> WORK ITEM: Among the lines below, tally those that hold "anchor". Return the number and nothing more.

> AVAILABLE DATA:
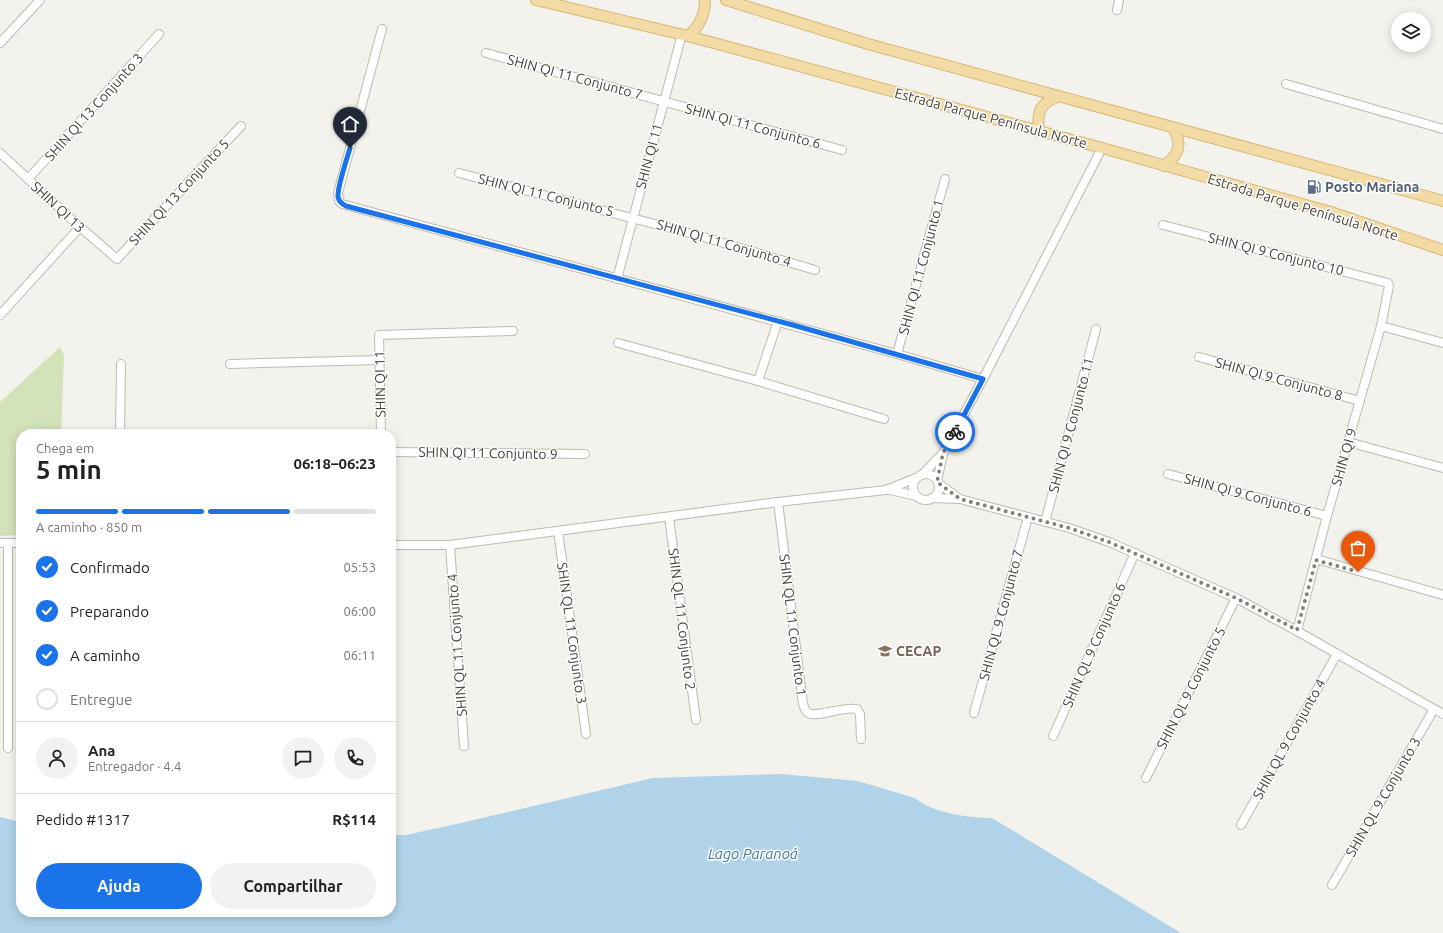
<!DOCTYPE html>
<html lang="pt">
<head>
<meta charset="utf-8">
<style>
	:root { --surface:#fff; --page:#f2f2f2; --text:#222; --muted:#767676; --line:#e0e0e0; --accent:#1a73e8 }
	body { margin:0; font-family:Ubuntu,sans-serif; background:var(--page); color:var(--text); height:100vh; display:flex; flex-direction:column; font-size:15px; white-space:nowrap }
	* { box-sizing:border-box; margin:0 }
	p { font-size:13px; color:var(--muted) }
	.icon { flex:none; width:22px; height:22px; fill:none; stroke:currentColor; stroke-width:2; stroke-linecap:round; stroke-linejoin:round }
	.map { position:relative; flex:1; overflow:hidden }
	.details { position:absolute; left:16px; top:429px; width:380px; height:488px; display:flex; flex-direction:column; background:var(--surface); border-radius:16px; box-shadow:0 2px 10px #0003 }
	.details>* { flex:none }
	.tools { position:absolute; left:1391px; top:12px; display:grid; gap:8px }
	.tools a { display:grid; place-items:center; width:40px; height:40px; border-radius:50%; background:var(--surface); box-shadow:0 2px 10px #0003; font-size:20px }
	.pin { position:absolute; display:grid; place-items:center; width:34px; height:34px; color:#fff; margin:-41px -17px; border-radius:50% 50% 50% 0; rotate:-45deg; box-shadow:0 0 4px #0007 }
	.pin .icon { rotate:45deg }
	.courier { position:absolute; display:grid; place-items:center; width:40px; height:40px; margin:-20px; border:3px solid #1a73e8; border-radius:50%; background:#fff; color:#222; box-shadow:0 1px 5px #0007 }
	.overview em { font-style:normal; font-weight:700 }
	.overview div { display:flex; flex-direction:column-reverse }
	.overview { display:flex; align-items:center; justify-content:space-between; height:68px; padding:0 20px }
	h1 { font-size:26px; font-weight:700; line-height:30px }
	.bar { display:grid; grid-template-columns:repeat(4,1fr); gap:6px 4px; align-content:center; height:48px; padding:0 20px }
	.bar i { height:5px; border-radius:3px; background:var(--line) }
	.bar .active { background:var(--accent) }
	.bar p { grid-column:span 4 }
	.line { display:flex; align-items:center; gap:10px; padding:0 20px; border-top:1px solid var(--line) }
	.line div { flex:1 }
	.round { display:grid; place-items:center; flex:none; width:42px; height:42px; border-radius:21px; background:var(--page) }
	ol { padding:0 20px; list-style:none }
	li { display:flex; align-items:center; gap:12px; height:44px }
	li p { margin-inline-start:auto }
	li .icon { padding:4px; border-radius:50%; background:var(--accent); color:#fff; stroke-width:4 }
	li:last-child { color:var(--muted) }
	li i { width:22px; height:22px; border:2px solid var(--line); border-radius:50% }
	.cta { display:flex; gap:8px; margin-top:auto; padding:8px 20px }
	.cta a { flex:1; height:46px; border-radius:24px; background:var(--accent); color:#fff; font-size:16px; font-weight:700; line-height:46px; text-align:center }
	.cta a+a { background:var(--page); color:var(--text) }
	.map>svg:first-child { display:block }
	.green { fill:#d2e3ba }
	.water { fill:#b0d3e9 }
	.lines { fill:none; stroke-linecap:round; stroke-linejoin:round }
	.minor-casing { stroke:#bfb9af; stroke-width:10 }
	.major-casing { stroke:#d7b877; stroke-width:12 }
	.minor { stroke:#fff; stroke-width:8 }
	.major { stroke:#f3dba6; stroke-width:10 }
	.done { stroke:#848078; stroke-width:4; stroke-dasharray:0 7.2 }
	.route { stroke:#1a73e8; stroke-width:5 }
	.labels { text-anchor:middle; stroke-width:3; stroke-linejoin:round; paint-order:stroke }
	.street-label { font-size:14px; fill:#48423a; stroke:#fff }
	.service-label { font-size:14px; font-weight:bold; fill:#4e5e75; stroke:#fff; text-anchor:start }
	.education-label { font-size:14px; font-weight:bold; fill:#785e54; stroke:#fff; text-anchor:start }
	.water-label { font-size:15px; font-style:italic; fill:#3d7aa1; stroke:#fff }
</style>
</head>
<body>
<div class="map">
<svg width="1443" height="933" viewBox="0 0 1443 933">
	<rect width="100%" height="100%" fill="#f4f2ec"/>
	<path class="green" d="M60,347L64,355L61,434H21V535L0,536V402Z"/>
	<path class="water" d="M781,774L858,781L915,798C932,813 970,818 992,818L1181,933H0V817L21,822V912H391V835H406L461,823L653,778Z"/>
	<g class="lines">
		<defs>
			<g id="minor">
				<path d="M1117,10L1119,0"/>
				<path d="M382,29L338,193L339,201L342,204L897,354L983,379"/>
				<path d="M0,43L40,0"/>
				<path d="M486,53L842,150"/>
				<path d="M1286,84L1443,129"/>
				<path d="M0,153L80,227L117,259L241,126"/>
				<path d="M459,173L693,234L815,270"/>
				<path d="M28,179L159,34"/>
				<path d="M1163,225L1388,283L1389,286L1381,326L1327,516L1297,631"/>
				<path d="M617,279L682,34"/>
				<path d="M0,315L80,227"/>
				<path d="M1381,326L1443,343"/>
				<path d="M618,343L758,381L884,419"/>
				<path d="M897,354L945,179"/>
				<path d="M1199,357L1360,401"/>
				<path d="M230,364L380,360"/>
				<path d="M758,381L778,321"/>
				<path d="M120,434L121,364"/>
				<path d="M381,434L379,335L513,331"/>
				<path d="M1348,442L1443,468"/>
				<path d="M391,452L585,454"/>
				<path d="M1168,474L1327,516"/>
				<circle cx="926" cy="487" r="13"/>
				<path d="M922,475L943,453L983,379L1102,148"/>
				<path d="M937,481L943,454"/>
				<path d="M938,483L960,499"/>
				<path d="M890,490L916,496"/>
				<path d="M932,498L960,499L1069,528L1109,542L1236,598L1297,631L1443,714"/>
				<path d="M778,502L803,704C804,707 805,711 808,713C816,718 844,706 857,709L860,714L861,739"/>
				<path d="M669,517L696,720"/>
				<path d="M1045,522L1096,329"/>
				<path d="M558,531L586,734"/>
				<path d="M0,543H21"/>
				<path d="M391,545H450L778,502L886,490L916,478"/>
				<path d="M450,545L464,746"/>
				<path d="M1316,559L1443,595"/>
				<path d="M974,713L1028,517"/>
				<path d="M1053,736L1135,553"/>
				<path d="M8,748V543"/>
				<path d="M1146,778L1236,598"/>
				<path d="M1241,825L1337,654"/>
				<path d="M1332,885L1434,709"/>
			</g>
			<g id="major">
				<path d="M536,0L688,36L1102,148L1331,212L1443,250"/>
				<path d="M726,0L868,44L1443,201"/>
				<path d="M688,36C699,27 705,14 705,0"/>
				<path d="M1039,131C1037,111 1039,104 1059,96"/>
				<path d="M1164,166C1179,155 1183,144 1173,128"/>
			</g>
		</defs>
		<use href="#minor" class="minor-casing"/>
		<use href="#major" class="major-casing"/>
		<use href="#minor" class="minor"/>
		<use href="#major" class="major"/>
	</g>
	<g class="lines">
		<path class="done" d="M955,432L943,453L937,482L960,499L1069,528L1109,542L1236,598L1297,630L1316,560L1358,572"/>
		<path class="route" d="M350,148C347,159 337,187 338,197C339,202 342,204 346,206L793,325L983,379L955,432"/>
	</g>
	<defs>
		<symbol id="fuel-bare" viewBox="-9 -9 18 18"><path d="M-5.5-6h7V0h2V4h1.3V-2.5L3-4.5l.8-.8L6-3V5H2.5V1h-1V6h-7ZM-4.2-4.7v3.2H.2V-4.7Z" fill="#5c6f8a" stroke="#fff" stroke-width="2.5" paint-order="stroke"/></symbol>
		<symbol id="school-bare" viewBox="-9 -9 18 18"><path d="M0-5L7-2L0 1L-7-2ZM-4 1L0 2.5L4 1V4Q0 6-4 4Z" fill="#8d6e63" stroke="#fff" stroke-width="2.5" paint-order="stroke"/></symbol>
	</defs>
	<g fill-rule="evenodd">
		<use href="#fuel-bare" x="1304" y="177" width="20" height="20"/>
		<use href="#school-bare" x="875" y="641" width="20" height="20"/>
	</g>
	<g class="labels">
		<g class="street-label">
			<text transform="translate(575 77) rotate(15)" y="5">SHIN QI 11 Conjunto 7</text>
			<text transform="translate(94 107) rotate(-48)" y="5">SHIN QI 13 Conjunto 3</text>
			<text transform="translate(991 118) rotate(15)" y="5">Estrada Parque Península Norte</text>
			<text transform="translate(753 126) rotate(15)" y="5">SHIN QI 11 Conjunto 6</text>
			<text transform="translate(649 156) rotate(-75)" y="5">SHIN QI 11</text>
			<text transform="translate(179 192) rotate(-47)" y="5">SHIN QI 13 Conjunto 5</text>
			<text transform="translate(546 195) rotate(14)" y="5">SHIN QI 11 Conjunto 5</text>
			<text transform="translate(58 207) rotate(43)" y="5">SHIN QI 13</text>
			<text transform="translate(1303 207) rotate(17)" y="5">Estrada Parque Península Norte</text>
			<text transform="translate(724 243) rotate(16)" y="5">SHIN QI 11 Conjunto 4</text>
			<text transform="translate(1276 254) rotate(14)" y="5">SHIN QI 9 Conjunto 10</text>
			<text transform="translate(921 267) rotate(-75)" y="5">SHIN QI 11 Conjunto 1</text>
			<text transform="translate(1279 379) rotate(15)" y="5">SHIN QI 9 Conjunto 8</text>
			<text transform="translate(380 384) rotate(-91)" y="5">SHIN QI 11</text>
			<text transform="translate(1071 425) rotate(-75)" y="5">SHIN QI 9 Conjunto 11</text>
			<text transform="translate(488 453) rotate(1)" y="5">SHIN QI 11 Conjunto 9</text>
			<text transform="translate(1344 457) rotate(-74)" y="5">SHIN QI 9</text>
			<text transform="translate(1248 495) rotate(15)" y="5">SHIN QI 9 Conjunto 6</text>
			<text transform="translate(1001 615) rotate(-75)" y="5">SHIN QL 9 Conjunto 7</text>
			<text transform="translate(682 619) rotate(83)" y="5">SHIN QL 11 Conjunto 2</text>
			<text transform="translate(793 625) rotate(83)" y="5">SHIN QL 11 Conjunto 1</text>
			<text transform="translate(572 633) rotate(82)" y="5">SHIN QL 11 Conjunto 3</text>
			<text transform="translate(457 645) rotate(-94)" y="5">SHIN QL 11 Conjunto 4</text>
			<text transform="translate(1094 645) rotate(-66)" y="5">SHIN QL 9 Conjunto 6</text>
			<text transform="translate(1191 688) rotate(-63)" y="5">SHIN QL 9 Conjunto 5</text>
			<text transform="translate(1289 739) rotate(-61)" y="5">SHIN QL 9 Conjunto 4</text>
			<text transform="translate(1383 797) rotate(-60)" y="5">SHIN QL 9 Conjunto 3</text>
		</g>
		<g class="service-label">
			<text x="1325" y="192">Posto Mariana</text>
		</g>
		<g class="education-label">
			<text x="896" y="656">CECAP</text>
		</g>
		<g class="water-label">
			<text x="753" y="859">Lago Paranoá</text>
		</g>
	</g>
</svg>
<div class="tools">
<a><svg class="icon" aria-label="layers" viewBox="0 0 24 24"><path d="M12 4l9 5-9 5-9-5zM3 14l9 5 9-5"/></svg></a>
</div>
<div class="pin" style="left:1358px;top:572px;background:#ea580c"><svg class="icon" aria-label="bag" viewBox="0 0 24 24"><path d="M5 8h14l-1 12H6zM9 8a3 3 0 0 1 6 0"/></svg></div>
<div class="pin" style="left:350px;top:148px;background:#1f2937"><svg class="icon" aria-label="home" viewBox="0 0 24 24"><path d="M3 11l9-7 9 7M6 9v11h12V9"/></svg></div>
<div class="courier" style="left:955px;top:432px"><svg class="icon" aria-label="bike" viewBox="0 0 24 24"><circle cx="6" cy="16" r="4"/><circle cx="18" cy="16" r="4"/><path d="M6 16l4-8h5l3 8M10 8l3 8H6M13 5h3"/></svg></div>
<section class="details">
<div class="overview"><div><h1>5 min</h1><p>Chega em</p></div><em>06:18–06:23</em></div>
<div class="bar"><i class="active"></i><i class="active"></i><i class="active"></i><i></i><p>A caminho · 850 m</p></div>
<ol>
<li><svg class="icon" aria-label="check" viewBox="0 0 24 24"><path d="M5 12l5 5 9-10"/></svg>Confirmado<p>05:53</p></li>
<li><svg class="icon" aria-label="check" viewBox="0 0 24 24"><path d="M5 12l5 5 9-10"/></svg>Preparando<p>06:00</p></li>
<li><svg class="icon" aria-label="check" viewBox="0 0 24 24"><path d="M5 12l5 5 9-10"/></svg>A caminho<p>06:11</p></li>
<li><i></i>Entregue</li>
</ol>
<div class="line" style="height:72px"><a class="round"><svg class="icon" aria-label="person" viewBox="0 0 24 24"><circle cx="12" cy="8" r="4"/><path d="M4 21q1-7 8-7t8 7"/></svg></a><div><b>Ana</b><p>Entregador · 4.4</p></div><a class="round"><svg class="icon" aria-label="chat" viewBox="0 0 24 24"><path d="M4 5h16v11H9l-5 4z"/></svg></a><a class="round"><svg class="icon" aria-label="phone" viewBox="0 0 24 24"><path d="M5 4h4l2 5-3 2q2 4 5 5l2-3 5 2v4C11 20 4 13 5 4z"/></svg></a></div>
<div class="line" style="height:52px"><div>Pedido #1317</div><b>R$114</b></div>
<div class="cta"><a>Ajuda</a><a>Compartilhar</a></div>
</section>
</div>
</body>
</html>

> FINISHED EXERCISE: 3